The US-backed Syrian Free Army says it has been working to secure and protect the Al Seen Military Airbase in Syria. “Our teams continue to work at Al-Seen Airport to secure it and protect it from sabotage. We will work day and night to protect civilians and prevent ISIS from seizing weapons,” the SFA said in a statement on May 17.
The operations at the facility appear to be getting noticed by the new government in Damascus. A delegation of high-ranking Syrian Air Force officers visited the site, according to a social media post by the Syrian Ministry of Defense on May 20.
The Syrian Ministry of Defense noted that “the commander of the Air Force at the Ministry of Defense, Brigadier General Asim Hawari, accompanied by the chief of staff of the Air Force, Brigadier General Mustafa Bakour, inspected Al-Seen Military Airport to review its technical readiness in preparation for its reactivation and putting it into service.”
The SFA’s work at the base comes as Syria’s new transitional government continues international outreach, including to the US, Turkey, and other countries. It’s also happening as US Secretary of State Marco Rubio warned that Syria could become unstable without the US engaging with the new powers in Damascus.
The SFA has been backed by the US over the last decade and largely operated out of the Tanf Garrison in southern Syria. After the fall of the Bashar al Assad regime in December 2024, the group has played a key role in securing roads and communities in the desert area around the garrison. The unit’s future was unclear after the fall of Assad because the US-backed training mission was part of the larger US-led coalition’s efforts against the Islamic State. It was unclear if a new transitional government in Damascus would partner with the SFA or how its mission would develop. Since December 2024, the SFA has continued to receive training from US forces.
Al Seen Military Airbase is around 72 kilometers northeast of Damascus and 14 kilometers south of Syria’s Route 2, which links Damascus with Tanf. Tanf, near the Iraqi and Jordanian borders, is around 144 kilometers from the airbase. During the Assad era, the Tanf Garrison maintained a 55-kilometer exclusion zone around the facility. After the fall of the Assad regime, the SFA began conducting operations far beyond this zone, reaching as far as Palmyra, around 128 kilometers north of Tanf.

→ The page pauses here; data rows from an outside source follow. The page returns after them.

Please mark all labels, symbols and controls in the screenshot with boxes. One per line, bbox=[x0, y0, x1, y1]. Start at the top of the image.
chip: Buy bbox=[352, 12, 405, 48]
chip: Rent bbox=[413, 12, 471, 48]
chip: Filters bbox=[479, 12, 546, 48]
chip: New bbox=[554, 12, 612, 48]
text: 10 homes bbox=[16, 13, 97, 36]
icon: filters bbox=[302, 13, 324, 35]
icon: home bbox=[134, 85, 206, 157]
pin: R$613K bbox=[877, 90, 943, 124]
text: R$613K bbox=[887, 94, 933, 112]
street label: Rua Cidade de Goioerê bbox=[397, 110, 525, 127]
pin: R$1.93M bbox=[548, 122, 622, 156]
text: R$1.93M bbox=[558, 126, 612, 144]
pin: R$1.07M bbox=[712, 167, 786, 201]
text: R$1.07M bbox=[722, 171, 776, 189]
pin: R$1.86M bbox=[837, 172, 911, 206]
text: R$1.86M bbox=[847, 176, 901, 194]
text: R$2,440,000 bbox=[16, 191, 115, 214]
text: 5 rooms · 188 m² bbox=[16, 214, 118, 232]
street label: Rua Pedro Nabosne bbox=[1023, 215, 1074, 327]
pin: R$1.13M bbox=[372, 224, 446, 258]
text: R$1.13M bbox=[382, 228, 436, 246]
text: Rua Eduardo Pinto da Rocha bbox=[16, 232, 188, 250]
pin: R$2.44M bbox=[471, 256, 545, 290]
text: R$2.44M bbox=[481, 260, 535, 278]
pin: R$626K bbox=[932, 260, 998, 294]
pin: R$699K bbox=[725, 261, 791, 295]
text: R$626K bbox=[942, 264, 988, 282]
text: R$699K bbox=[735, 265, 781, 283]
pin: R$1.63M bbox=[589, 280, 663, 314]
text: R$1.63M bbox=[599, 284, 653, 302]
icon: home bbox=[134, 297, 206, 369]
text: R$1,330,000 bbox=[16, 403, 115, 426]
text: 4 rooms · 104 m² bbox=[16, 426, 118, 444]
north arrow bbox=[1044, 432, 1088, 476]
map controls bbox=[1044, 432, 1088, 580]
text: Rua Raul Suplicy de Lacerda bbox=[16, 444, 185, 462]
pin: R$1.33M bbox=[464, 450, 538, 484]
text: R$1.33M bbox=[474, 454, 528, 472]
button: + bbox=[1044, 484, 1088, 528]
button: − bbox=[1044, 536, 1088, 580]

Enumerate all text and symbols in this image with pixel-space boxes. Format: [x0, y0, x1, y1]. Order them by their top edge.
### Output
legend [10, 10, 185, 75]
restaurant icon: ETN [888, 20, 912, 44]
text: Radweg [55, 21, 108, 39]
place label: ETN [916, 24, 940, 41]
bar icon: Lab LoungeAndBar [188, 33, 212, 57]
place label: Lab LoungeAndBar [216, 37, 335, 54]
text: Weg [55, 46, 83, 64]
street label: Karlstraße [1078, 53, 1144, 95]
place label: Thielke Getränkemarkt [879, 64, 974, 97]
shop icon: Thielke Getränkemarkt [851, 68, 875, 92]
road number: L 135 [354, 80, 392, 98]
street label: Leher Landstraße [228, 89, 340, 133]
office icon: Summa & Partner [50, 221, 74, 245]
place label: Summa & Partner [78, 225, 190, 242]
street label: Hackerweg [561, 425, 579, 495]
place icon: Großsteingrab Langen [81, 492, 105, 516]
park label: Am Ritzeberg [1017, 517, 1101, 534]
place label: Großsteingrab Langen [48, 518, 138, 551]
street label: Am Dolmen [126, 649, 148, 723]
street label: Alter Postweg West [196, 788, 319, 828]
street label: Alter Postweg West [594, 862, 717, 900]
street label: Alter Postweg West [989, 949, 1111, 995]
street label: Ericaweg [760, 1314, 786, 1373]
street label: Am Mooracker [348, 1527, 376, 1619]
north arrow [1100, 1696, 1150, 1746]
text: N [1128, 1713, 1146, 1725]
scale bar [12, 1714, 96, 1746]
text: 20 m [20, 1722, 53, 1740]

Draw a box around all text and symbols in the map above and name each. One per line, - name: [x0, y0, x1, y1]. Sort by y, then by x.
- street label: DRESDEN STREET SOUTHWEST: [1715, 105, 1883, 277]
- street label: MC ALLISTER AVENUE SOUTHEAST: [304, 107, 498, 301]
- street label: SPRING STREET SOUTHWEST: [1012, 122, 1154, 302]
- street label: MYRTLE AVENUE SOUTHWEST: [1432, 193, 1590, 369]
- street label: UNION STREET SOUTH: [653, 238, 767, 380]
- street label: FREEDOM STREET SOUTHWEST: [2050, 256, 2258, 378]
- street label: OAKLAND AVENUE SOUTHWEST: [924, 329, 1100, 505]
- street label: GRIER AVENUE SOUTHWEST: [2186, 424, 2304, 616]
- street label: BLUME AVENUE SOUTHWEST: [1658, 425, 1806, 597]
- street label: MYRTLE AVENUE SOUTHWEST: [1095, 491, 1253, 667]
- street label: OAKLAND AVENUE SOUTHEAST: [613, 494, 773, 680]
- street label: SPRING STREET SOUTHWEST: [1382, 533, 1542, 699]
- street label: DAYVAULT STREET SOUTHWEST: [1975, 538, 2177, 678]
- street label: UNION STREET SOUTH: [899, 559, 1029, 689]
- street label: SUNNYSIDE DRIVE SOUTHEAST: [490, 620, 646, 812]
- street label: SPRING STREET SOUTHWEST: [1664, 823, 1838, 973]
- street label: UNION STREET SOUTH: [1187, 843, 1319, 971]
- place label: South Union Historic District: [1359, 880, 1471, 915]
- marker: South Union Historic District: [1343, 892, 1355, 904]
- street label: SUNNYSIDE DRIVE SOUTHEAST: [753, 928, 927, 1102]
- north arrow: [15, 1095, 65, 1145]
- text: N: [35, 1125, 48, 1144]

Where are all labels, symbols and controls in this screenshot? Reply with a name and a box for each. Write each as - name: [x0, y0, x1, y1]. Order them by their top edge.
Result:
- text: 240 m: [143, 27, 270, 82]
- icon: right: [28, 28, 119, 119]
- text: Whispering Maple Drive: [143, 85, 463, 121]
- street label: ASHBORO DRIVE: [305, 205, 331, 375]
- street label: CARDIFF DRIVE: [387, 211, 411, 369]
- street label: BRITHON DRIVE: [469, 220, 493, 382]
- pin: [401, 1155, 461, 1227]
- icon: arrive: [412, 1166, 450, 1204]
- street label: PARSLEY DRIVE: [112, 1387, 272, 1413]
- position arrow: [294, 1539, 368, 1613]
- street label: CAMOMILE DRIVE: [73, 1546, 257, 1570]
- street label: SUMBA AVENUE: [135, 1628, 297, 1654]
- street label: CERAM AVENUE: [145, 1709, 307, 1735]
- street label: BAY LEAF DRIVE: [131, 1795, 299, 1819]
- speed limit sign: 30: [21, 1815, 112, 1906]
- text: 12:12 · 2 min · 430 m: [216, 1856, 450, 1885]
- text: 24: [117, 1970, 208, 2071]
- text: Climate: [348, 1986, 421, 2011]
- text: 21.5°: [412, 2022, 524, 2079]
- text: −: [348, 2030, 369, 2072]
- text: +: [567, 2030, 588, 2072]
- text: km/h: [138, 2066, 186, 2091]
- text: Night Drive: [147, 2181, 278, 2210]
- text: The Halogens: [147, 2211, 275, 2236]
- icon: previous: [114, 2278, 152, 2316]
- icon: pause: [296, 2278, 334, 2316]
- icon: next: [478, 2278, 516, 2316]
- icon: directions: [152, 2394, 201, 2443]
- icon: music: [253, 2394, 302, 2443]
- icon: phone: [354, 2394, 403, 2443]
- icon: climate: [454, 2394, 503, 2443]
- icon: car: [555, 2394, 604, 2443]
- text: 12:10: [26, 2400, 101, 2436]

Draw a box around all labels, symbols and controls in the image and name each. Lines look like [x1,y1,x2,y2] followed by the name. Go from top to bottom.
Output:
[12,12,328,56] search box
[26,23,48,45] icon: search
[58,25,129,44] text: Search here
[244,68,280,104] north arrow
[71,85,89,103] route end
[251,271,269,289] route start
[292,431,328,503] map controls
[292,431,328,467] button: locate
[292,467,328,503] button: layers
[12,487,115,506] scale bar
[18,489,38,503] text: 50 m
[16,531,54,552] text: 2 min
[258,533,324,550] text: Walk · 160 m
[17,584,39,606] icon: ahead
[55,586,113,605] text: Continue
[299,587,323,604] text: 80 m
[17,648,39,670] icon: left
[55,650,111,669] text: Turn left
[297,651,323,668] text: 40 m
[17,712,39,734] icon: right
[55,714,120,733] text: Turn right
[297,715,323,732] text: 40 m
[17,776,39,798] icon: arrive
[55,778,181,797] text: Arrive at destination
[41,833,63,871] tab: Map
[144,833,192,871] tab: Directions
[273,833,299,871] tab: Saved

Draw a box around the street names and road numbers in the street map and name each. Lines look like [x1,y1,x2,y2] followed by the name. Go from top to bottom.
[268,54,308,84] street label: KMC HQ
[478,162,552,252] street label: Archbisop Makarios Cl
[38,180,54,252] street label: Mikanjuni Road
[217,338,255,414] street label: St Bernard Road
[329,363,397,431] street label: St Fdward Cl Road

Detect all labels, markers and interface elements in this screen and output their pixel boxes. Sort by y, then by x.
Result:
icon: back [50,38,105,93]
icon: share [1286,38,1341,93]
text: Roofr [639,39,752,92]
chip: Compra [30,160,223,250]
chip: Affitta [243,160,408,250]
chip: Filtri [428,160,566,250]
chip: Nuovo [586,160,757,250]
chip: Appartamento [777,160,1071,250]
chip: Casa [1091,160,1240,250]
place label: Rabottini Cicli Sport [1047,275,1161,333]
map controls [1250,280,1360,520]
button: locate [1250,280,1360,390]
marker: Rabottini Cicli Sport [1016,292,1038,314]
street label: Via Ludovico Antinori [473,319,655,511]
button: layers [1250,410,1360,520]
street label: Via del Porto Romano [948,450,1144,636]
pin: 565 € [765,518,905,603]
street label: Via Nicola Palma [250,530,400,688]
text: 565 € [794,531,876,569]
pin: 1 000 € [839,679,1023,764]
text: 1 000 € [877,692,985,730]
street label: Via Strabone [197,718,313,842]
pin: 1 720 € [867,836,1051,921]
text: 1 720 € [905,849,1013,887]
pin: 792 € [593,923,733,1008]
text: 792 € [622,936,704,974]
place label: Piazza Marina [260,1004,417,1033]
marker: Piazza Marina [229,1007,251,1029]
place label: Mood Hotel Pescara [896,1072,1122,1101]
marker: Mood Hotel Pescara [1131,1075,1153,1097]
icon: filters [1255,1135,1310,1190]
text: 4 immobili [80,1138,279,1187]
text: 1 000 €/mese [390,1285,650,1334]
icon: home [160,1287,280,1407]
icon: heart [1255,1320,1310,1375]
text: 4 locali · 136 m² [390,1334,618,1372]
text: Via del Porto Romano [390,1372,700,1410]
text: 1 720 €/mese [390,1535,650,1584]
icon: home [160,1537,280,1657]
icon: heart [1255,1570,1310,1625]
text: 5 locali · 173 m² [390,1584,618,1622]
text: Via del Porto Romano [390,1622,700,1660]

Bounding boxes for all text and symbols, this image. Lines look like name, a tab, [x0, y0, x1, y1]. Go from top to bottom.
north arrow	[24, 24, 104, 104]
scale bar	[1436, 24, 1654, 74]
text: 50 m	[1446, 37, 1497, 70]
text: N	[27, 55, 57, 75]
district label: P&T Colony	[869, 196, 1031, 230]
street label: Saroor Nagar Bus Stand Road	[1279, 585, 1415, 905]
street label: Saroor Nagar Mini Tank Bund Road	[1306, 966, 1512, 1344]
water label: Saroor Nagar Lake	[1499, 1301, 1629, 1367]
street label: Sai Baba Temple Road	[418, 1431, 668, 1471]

The Al Seen Military Airbase was used by Syria since at least the 1960s and eventually expanded to include two runways and hardened shelters. In the past, the facility was also called Sayqal Airfield. In 2018, Israel alleged it was one of five Syrian airfields used by the Iranian regime, which backed Assad. “Israeli intelligence believes the sites are used by Iran for its missions in Syria, as well as to transport weapons to its proxies in the region,” The Times of Israel reported.
The base has been described as a significant military installation by Navaar Saban, a researcher at the Harmoon Center. “The current operations at Al-Seen are part of broader efforts to stabilize the region, protect civilians, and prevent the resurgence of ISIS, which has previously targeted military installations to acquire weapons and equipment,” Saban wrote on May 17, when the SFA published images of its work at the site.
Hawarn News, a Kurdish website, asserted that “observers believe that reactivating the presence at the Seen Airport has strategic implications, given its vital location near the M5 international highway […] it was also a sensitive site in the Ba’athist regime’s air defense system. This move comes amid growing concerns about the activity of ISIS mercenary cells in the Badia [Syrian desert], particularly with the repeated attacks targeting the Syrian Democratic Forces (SDF) in the provinces of North and East Syria.”